## Exercise directions
From the line that includes "Extract the structured" to the last line of the records, inclusive, repeat each line exactly.

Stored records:

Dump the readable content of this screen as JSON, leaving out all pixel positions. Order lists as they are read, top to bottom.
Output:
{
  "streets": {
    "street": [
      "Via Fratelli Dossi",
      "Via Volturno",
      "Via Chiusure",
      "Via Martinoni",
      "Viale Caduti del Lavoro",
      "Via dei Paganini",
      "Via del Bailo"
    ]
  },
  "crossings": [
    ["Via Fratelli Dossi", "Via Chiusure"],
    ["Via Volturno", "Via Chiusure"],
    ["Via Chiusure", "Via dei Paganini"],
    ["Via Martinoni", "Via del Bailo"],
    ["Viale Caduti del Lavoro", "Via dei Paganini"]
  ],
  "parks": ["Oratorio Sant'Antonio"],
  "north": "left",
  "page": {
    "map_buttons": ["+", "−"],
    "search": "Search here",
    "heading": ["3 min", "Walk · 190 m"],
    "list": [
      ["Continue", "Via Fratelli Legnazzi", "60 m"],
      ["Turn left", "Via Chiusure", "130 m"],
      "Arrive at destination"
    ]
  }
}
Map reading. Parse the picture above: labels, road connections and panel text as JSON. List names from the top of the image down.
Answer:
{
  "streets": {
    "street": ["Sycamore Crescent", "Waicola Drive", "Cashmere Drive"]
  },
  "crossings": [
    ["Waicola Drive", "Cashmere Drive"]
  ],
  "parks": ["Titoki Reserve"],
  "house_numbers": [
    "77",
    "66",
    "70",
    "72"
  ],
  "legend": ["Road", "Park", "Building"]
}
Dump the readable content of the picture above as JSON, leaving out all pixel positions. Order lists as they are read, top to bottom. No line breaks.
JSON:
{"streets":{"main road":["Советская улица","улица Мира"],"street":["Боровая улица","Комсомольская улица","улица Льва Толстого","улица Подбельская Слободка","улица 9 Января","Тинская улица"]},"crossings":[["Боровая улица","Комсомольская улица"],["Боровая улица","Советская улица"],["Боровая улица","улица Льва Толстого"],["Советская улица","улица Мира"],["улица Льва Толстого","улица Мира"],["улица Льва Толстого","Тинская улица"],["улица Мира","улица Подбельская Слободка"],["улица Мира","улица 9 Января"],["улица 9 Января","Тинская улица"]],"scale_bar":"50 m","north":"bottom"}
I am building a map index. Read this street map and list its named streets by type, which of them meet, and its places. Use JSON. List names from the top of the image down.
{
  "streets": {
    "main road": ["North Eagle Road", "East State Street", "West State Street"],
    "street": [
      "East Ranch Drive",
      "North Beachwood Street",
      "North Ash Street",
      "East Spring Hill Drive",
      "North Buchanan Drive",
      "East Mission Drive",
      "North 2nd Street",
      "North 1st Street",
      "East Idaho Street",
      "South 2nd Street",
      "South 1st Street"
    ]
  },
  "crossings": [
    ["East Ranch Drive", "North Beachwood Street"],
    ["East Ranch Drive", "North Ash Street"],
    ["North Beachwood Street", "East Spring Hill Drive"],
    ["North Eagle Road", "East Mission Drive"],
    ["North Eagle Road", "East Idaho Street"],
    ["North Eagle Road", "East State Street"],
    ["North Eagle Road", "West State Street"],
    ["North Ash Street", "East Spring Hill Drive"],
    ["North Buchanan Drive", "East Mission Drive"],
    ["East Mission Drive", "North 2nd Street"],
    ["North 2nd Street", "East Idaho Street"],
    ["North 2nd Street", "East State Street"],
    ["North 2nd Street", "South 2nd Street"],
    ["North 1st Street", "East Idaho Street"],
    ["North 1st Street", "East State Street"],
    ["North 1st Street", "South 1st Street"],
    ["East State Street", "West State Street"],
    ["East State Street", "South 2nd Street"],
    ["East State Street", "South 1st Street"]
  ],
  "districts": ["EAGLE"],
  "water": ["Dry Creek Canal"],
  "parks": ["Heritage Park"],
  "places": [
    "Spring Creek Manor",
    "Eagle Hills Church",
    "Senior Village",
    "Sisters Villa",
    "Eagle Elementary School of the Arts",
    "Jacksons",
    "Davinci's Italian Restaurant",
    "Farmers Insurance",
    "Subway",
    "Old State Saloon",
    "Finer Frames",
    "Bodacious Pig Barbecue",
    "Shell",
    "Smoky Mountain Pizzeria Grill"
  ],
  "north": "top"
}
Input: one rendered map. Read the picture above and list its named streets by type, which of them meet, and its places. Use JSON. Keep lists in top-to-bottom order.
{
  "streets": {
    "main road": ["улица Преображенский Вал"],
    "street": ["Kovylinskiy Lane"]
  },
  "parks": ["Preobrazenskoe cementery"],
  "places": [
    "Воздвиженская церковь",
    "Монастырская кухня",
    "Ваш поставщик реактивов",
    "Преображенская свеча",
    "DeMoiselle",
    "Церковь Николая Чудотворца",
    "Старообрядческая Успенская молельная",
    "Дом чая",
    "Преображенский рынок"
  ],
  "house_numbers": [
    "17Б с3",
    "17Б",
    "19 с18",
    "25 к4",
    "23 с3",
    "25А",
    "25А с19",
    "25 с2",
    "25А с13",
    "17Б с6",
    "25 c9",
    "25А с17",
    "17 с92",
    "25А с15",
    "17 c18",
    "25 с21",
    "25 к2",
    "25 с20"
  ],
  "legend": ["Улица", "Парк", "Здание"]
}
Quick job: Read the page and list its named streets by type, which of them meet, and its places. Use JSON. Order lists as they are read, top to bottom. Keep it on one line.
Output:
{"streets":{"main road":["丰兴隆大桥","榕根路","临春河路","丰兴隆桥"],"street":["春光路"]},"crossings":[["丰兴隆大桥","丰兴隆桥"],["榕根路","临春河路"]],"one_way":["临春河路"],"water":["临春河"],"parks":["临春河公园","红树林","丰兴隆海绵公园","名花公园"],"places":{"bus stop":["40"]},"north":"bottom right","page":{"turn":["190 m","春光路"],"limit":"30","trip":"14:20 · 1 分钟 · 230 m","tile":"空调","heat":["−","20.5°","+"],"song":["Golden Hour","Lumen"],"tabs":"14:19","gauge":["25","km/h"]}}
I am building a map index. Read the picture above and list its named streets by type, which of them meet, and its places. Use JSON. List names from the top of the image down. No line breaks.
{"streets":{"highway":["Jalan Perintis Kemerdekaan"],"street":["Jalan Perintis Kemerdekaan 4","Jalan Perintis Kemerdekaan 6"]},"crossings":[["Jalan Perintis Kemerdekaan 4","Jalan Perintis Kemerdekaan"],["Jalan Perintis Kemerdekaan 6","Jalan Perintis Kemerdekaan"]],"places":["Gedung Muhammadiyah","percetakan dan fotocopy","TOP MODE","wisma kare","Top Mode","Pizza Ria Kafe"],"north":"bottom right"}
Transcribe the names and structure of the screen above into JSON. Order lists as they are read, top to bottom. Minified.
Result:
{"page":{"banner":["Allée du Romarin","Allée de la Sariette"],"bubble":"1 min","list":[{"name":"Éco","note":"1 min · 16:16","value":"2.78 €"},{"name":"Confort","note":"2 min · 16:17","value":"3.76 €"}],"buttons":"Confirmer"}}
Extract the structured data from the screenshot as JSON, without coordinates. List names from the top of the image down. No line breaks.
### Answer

## Expected answer
Extract the structured data from the screenshot as JSON, without coordinates. List names from the top of the image down. No line breaks.
### Answer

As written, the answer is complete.